Every story have its ending. Mine is not any different. But it could have had a different ending.

But it ended like this.

· * ·

"I have to go now." Do you? "I no longer feel the same." But I do. "I'm sorry." "...."

Are you?

I kept quiet, letting the words hit me like bullets. I kept silent as he took his packed bags and walked out.
After I'm certain that he is fully gone, I sank down on my knees. I can almost feel my tears streaking down my cheeks. But they didn't. Why? Why can't I even get the satisfaction of crying? I screamed. It shattered the silence that's pressing me in, suffocating me.
Gone were the days that he used to sit on my lap, pressing his cold lips to my own. When I played with the strands of his hair, chastising him about dying his hair too much.

I missed him so much.

There is no use in crying, I told myself.

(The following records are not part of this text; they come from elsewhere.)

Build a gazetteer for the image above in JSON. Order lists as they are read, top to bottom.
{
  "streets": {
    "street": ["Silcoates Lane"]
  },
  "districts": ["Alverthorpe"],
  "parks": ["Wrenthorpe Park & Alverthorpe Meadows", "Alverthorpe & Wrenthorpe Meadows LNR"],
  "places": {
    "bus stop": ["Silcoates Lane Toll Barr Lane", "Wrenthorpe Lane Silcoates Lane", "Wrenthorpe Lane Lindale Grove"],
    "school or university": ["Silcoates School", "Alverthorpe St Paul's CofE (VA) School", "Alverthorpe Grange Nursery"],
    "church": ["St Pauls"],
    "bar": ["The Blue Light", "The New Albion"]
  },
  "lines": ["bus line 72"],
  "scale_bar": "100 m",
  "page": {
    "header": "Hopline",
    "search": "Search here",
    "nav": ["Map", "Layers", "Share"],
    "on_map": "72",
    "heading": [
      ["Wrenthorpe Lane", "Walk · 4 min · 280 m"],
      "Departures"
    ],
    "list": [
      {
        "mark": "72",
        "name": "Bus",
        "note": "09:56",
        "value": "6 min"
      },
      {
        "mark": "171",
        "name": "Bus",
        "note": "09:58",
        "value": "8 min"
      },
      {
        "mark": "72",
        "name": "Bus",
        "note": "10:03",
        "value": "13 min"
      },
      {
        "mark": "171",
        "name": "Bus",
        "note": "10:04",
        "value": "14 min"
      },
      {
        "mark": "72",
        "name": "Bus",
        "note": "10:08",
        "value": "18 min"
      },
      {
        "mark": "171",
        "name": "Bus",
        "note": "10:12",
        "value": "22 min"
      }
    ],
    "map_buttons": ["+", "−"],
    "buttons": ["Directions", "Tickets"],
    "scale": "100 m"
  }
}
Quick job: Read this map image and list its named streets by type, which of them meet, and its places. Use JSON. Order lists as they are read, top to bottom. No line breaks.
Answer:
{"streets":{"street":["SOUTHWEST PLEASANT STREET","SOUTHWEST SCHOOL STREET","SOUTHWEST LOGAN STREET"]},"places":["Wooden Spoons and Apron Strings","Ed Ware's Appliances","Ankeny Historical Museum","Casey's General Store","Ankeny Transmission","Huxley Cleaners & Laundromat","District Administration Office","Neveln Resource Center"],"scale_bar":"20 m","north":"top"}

But I couldn't help myself. So I sat there, in silence, and let the past and the memories to roll past me.

* · *

One day, I picked up a knife and sliced open my palm. Blood seeped out, and the pain is almost too much to bear. Then the pain passed, and it felt like ecstasy to me. I let the blood flow, and stare into the space blankly, hoping for something I know I'll never get back.

· * ·

I finally went out. It was Suzumu that dragged me out, frustrated and angry that I have never stepped out of the house in this three weeks.

I wanted a kiss from him. I wanted his love. I need him. A tear slid down and I wiped it away, not letting anyone but myself to feel the pain.

The deep, unending pain.

I walked with Suzumu, drinking from the Starbucks he bought me. "Hey, Soraru, are you listening?" I'm not. "Hmm..." I hummed. He sighed. But I can't hear anything anymore once I laid my eyes on a particular person, with a face mask.
I reached out, my sleeves brushing my palm, and I cried out in surprise. He turned towards me, and his eyes darkened. He pulled the girl towards him and walked away, quickly.
I called out his name, my voice cracking.

"Mafu!"

No reply.

I turned, not willing to let others see my tears and walked home.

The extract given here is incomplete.